AVMA changes wording on sow housing resolution
Story Date: 7/29/2014

 

Source: Rita Jane Gabbett, MEATINGPLACE, 7/29/14


The American Veterinary Medical Association passed a resolution that updates its policy on sow housing to explicitly recommend housing that allows sows to assume "normal postures" and "express normal patterns of behavior."


The resolution is important, as AVMA has been considered an industry expert opinion in the contentious debate over the use of gestation stalls. That animal husbandry practice was standard in the industry in previous decades, but has in recent years begun to be phased out by some major producers.


The new AVMA resolution does not directly oppose gestation stall use, but does add language that addresses quantity of space and warns against conditions that could produce "distress" or "fear" in the animals. Those who oppose gestation stall use have often pointed to the fact that the sows are not able to turn around within the stall and that those conditions distress them. However, those who support gestation stall use have argued that aggressive boss sows in open sow housing situations could cause fear in smaller sows.       


The resolution now states:
Pregnant sows are kept in a variety of housing systems. Sow housing and management systems should:
• Provide every animal access to appropriate food and water
• Promote good air quality and allow proper sanitation
• Protect sows from environmental extremes
• Reduce exposure to hazards poor conditions that result in injuries, pain, distress, fear or disease
• Facilitate the observation of individual sows to assess their welfare
• Provide sows with adequate quality and quantity of space that allows sows to assume normal postures and express normal patterns of behavior.
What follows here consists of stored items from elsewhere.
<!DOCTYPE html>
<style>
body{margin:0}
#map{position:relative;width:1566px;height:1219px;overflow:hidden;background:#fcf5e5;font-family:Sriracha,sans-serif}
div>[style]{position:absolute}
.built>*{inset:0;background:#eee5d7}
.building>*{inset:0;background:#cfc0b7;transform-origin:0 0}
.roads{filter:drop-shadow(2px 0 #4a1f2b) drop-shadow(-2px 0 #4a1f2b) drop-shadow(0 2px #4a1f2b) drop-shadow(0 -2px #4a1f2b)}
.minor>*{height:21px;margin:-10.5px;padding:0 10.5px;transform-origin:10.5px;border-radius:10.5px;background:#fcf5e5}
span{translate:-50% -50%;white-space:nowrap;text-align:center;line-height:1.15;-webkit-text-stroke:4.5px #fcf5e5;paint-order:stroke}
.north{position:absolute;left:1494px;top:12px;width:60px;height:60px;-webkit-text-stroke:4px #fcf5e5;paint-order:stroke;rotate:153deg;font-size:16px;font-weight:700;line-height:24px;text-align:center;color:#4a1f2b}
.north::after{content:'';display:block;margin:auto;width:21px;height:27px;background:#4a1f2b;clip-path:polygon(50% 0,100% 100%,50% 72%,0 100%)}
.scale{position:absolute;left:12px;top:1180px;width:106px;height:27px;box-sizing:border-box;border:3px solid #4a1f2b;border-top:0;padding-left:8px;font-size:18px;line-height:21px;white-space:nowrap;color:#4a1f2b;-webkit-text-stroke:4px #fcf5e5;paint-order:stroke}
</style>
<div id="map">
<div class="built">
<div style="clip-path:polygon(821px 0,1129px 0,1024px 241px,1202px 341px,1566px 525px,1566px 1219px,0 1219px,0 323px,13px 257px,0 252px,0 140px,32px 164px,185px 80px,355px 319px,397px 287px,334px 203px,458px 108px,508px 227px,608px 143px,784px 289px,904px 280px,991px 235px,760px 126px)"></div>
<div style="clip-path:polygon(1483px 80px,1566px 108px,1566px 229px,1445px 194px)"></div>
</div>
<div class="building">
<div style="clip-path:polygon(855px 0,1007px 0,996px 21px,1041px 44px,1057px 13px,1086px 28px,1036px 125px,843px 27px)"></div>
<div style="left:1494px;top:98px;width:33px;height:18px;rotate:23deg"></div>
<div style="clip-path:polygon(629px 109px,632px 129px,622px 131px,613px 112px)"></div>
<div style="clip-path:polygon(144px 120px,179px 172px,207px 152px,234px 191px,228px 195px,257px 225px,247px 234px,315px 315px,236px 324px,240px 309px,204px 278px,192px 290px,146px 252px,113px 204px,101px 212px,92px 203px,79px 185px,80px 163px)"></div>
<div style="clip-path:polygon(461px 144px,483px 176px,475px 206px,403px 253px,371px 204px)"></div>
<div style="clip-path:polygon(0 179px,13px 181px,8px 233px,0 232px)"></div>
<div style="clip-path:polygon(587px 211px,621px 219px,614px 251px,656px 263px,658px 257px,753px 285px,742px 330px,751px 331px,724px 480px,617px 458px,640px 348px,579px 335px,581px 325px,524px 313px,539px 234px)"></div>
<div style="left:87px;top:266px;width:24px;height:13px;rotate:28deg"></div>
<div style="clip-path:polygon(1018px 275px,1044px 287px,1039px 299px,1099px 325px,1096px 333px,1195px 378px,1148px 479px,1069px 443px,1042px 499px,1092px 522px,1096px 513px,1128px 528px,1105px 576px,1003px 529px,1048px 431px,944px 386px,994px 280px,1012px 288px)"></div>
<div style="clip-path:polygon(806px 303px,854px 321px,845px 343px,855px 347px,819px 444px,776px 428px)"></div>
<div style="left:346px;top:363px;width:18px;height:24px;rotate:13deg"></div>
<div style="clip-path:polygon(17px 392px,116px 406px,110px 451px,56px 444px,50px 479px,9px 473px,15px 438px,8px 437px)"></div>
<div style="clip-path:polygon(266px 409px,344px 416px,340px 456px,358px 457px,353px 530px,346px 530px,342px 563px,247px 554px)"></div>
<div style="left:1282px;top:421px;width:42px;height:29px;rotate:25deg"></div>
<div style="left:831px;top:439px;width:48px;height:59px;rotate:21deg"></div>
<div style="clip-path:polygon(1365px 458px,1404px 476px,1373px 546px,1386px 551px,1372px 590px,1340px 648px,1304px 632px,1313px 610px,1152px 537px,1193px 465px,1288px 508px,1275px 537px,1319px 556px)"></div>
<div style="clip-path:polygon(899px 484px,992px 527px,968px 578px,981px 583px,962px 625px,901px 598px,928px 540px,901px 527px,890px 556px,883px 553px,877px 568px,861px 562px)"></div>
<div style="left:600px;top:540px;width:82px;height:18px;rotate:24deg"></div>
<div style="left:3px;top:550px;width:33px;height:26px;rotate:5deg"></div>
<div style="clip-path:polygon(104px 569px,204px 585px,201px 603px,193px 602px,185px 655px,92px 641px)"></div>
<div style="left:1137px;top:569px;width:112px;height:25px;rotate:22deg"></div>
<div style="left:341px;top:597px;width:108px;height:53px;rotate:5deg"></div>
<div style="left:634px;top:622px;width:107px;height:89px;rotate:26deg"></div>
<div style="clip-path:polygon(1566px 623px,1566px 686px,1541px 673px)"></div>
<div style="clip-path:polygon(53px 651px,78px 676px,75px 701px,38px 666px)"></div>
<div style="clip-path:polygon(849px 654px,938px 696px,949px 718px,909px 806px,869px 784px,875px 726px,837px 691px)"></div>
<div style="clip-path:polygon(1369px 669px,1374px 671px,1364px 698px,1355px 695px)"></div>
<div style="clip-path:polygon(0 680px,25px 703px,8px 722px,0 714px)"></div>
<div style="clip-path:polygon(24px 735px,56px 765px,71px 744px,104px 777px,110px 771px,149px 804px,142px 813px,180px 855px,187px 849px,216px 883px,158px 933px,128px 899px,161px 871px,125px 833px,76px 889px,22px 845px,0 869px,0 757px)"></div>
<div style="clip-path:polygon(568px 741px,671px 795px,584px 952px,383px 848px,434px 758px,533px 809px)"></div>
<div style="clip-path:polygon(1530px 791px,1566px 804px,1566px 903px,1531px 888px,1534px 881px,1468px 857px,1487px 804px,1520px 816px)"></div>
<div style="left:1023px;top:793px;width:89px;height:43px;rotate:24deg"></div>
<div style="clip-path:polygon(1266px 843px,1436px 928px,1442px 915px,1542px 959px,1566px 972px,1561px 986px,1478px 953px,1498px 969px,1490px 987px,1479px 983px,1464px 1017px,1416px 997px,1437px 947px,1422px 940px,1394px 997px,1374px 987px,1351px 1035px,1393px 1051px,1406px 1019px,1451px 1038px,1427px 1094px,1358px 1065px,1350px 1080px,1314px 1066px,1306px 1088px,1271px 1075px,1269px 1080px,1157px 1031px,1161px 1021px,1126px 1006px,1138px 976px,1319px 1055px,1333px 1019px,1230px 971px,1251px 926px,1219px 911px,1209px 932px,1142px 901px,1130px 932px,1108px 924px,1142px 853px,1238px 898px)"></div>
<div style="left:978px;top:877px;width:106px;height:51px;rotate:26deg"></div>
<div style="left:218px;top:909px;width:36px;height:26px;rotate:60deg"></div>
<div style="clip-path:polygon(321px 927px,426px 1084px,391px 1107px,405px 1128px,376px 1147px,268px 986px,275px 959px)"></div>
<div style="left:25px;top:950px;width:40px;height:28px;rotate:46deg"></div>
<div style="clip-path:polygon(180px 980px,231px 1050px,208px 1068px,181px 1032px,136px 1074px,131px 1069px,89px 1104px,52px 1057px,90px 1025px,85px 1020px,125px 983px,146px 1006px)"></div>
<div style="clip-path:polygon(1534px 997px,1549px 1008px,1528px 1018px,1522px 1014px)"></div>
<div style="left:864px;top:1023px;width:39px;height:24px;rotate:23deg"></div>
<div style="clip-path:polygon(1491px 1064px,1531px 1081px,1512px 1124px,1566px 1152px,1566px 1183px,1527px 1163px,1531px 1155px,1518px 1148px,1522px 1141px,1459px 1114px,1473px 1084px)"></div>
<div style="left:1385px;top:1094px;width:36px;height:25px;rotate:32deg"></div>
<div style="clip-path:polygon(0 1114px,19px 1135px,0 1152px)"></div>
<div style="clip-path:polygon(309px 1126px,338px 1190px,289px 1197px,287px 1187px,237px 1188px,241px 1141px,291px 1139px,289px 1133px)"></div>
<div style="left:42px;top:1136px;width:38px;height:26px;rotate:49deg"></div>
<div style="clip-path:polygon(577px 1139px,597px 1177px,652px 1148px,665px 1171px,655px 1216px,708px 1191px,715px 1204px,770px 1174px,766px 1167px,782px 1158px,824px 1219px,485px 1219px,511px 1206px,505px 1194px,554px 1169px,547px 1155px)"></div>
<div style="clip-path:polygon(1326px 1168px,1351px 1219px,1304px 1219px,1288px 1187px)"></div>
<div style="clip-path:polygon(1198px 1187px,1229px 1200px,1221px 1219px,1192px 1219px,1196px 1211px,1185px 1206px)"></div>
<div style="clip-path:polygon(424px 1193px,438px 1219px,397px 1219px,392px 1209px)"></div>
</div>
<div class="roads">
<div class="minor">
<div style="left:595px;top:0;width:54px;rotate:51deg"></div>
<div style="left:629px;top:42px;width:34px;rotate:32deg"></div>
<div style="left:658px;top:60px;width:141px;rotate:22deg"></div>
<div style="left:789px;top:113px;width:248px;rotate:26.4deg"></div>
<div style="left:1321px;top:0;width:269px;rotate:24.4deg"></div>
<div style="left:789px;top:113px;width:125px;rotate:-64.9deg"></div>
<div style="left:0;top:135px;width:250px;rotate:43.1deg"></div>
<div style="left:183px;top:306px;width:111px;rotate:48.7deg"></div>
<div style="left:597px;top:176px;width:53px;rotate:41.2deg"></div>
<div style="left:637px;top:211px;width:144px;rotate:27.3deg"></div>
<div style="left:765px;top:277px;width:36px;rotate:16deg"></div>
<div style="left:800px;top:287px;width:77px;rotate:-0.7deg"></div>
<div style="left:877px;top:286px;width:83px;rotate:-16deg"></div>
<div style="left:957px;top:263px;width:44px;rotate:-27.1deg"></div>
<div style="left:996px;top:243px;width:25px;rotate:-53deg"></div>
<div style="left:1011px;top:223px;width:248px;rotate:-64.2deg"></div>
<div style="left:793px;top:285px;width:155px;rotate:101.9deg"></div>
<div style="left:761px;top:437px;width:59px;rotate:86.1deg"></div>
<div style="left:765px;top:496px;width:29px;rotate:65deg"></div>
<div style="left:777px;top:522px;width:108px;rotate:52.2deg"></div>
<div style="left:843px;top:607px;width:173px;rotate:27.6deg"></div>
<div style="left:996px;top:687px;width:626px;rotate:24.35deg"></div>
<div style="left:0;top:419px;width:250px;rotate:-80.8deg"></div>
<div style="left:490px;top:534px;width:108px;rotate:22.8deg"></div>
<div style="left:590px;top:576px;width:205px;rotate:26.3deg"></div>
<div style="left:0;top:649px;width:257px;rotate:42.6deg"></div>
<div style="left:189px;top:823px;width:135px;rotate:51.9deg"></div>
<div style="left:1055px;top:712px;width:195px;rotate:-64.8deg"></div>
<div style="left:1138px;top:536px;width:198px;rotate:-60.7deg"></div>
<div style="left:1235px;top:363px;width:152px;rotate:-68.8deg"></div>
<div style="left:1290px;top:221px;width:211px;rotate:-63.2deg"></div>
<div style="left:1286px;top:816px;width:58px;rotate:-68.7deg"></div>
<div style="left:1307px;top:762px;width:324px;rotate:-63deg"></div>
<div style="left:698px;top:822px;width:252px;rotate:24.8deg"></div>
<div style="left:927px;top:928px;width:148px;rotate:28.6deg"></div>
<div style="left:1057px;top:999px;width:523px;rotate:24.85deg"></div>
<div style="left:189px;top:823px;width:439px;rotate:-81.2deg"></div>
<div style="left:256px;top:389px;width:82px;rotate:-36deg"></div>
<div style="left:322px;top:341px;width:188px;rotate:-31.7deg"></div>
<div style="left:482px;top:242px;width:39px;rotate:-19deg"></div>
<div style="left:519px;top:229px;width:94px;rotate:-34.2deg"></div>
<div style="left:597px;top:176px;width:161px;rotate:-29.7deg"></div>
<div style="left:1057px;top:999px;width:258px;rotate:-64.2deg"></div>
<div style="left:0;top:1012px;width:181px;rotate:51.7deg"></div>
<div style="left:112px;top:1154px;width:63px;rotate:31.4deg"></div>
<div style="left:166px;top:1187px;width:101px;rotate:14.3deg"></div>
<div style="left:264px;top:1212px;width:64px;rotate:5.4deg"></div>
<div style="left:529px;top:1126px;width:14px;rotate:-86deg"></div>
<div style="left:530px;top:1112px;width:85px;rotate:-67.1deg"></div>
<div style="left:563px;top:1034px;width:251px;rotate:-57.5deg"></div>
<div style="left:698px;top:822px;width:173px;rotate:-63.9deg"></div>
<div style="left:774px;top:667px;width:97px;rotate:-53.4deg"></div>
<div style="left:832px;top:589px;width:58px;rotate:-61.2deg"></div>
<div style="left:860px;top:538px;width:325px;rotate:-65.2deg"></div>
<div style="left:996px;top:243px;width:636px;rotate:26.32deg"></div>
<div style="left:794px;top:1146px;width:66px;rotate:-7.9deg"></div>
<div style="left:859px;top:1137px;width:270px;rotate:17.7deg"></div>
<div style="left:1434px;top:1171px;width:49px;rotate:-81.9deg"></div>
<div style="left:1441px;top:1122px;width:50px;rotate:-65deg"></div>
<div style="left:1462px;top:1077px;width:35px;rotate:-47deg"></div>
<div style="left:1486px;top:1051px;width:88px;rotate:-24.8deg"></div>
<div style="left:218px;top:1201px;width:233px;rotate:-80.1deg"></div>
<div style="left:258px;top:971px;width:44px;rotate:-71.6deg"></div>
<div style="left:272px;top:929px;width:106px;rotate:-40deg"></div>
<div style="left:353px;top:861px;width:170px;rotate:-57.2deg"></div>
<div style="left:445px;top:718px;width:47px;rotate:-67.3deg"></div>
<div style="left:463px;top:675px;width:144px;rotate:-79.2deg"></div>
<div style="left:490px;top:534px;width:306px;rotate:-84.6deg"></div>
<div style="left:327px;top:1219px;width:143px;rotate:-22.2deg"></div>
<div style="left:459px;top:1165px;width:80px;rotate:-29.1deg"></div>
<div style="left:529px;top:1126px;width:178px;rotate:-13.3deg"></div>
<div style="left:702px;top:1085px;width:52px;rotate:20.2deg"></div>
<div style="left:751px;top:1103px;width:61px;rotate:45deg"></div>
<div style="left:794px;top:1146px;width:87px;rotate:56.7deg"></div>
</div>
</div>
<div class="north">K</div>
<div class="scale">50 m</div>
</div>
There are advantages and disadvantages to any sow housing system and the benefits and harms to the animals of each should be considered by weighing scientific evidence and veterinary professional judgment. For example, while gestation stalls systems minimize aggression and injury, reduce competition, and allow individual feeding and nutritional management, they restrict normal behavioral expression. Group housing systems are less restrictive but could lead to increased lameness and undesirable social behaviors such as aggression and competition for resources (e.g. feed, water, space to lie down).  


The AVMA encourages ongoing research to better understand and meet the welfare needs of gestating sows. Appropriate and ongoing training for people handling and working with pregnant sows is critical to ensure that they are able to provide and promote good welfare within the management system being used.


AVMA spokesman Michael San Filippo told Meatingplace the new wording was “passed with 99 percent support.”


History
The original policy on Pregnant Sow Housing was submitted via resolution and approved by the AVMA House of Delegates in 2002. That policy was superseded by a more detailed policy in 2005. In 2011, a streamlined version of the 2005 policy was approved.


During meetings in 2012 and 2013 AVMA’s Animal Welfare Committee (AWC) discussed recent decisions of pork processors, distributors and retailers, and actions taken by state and international governments and agencies regarding the use of gestation stalls.


In 2013 the AWC approved a motion to re-open the policy for review.


“The AWC believes the suggested revisions are supported by current science and practical experience with housing systems,” the committee stated in a note attached to the revised language, which was then approved by the AVMA executive board and the membership.


NPPC comments
The National Pork Producers Council issued the following statement about the AVMA's updated policy:
"NPPC and America’s pork producers agree with the AVMA that sow housing and management systems should, among other things, reduce animals’ expose to hazards or conditions that could result in injuries, pain, distress, fear or disease; that they should provide sows with adequate quality and quantity of space; that there are advantages and disadvantages to any sow housing system and that the benefits and harms to the animals of each system should be considered by weighing scientific evidence and veterinary professional judgment; and that ongoing research is need to better understand and meet the welfare needs of gestating sows."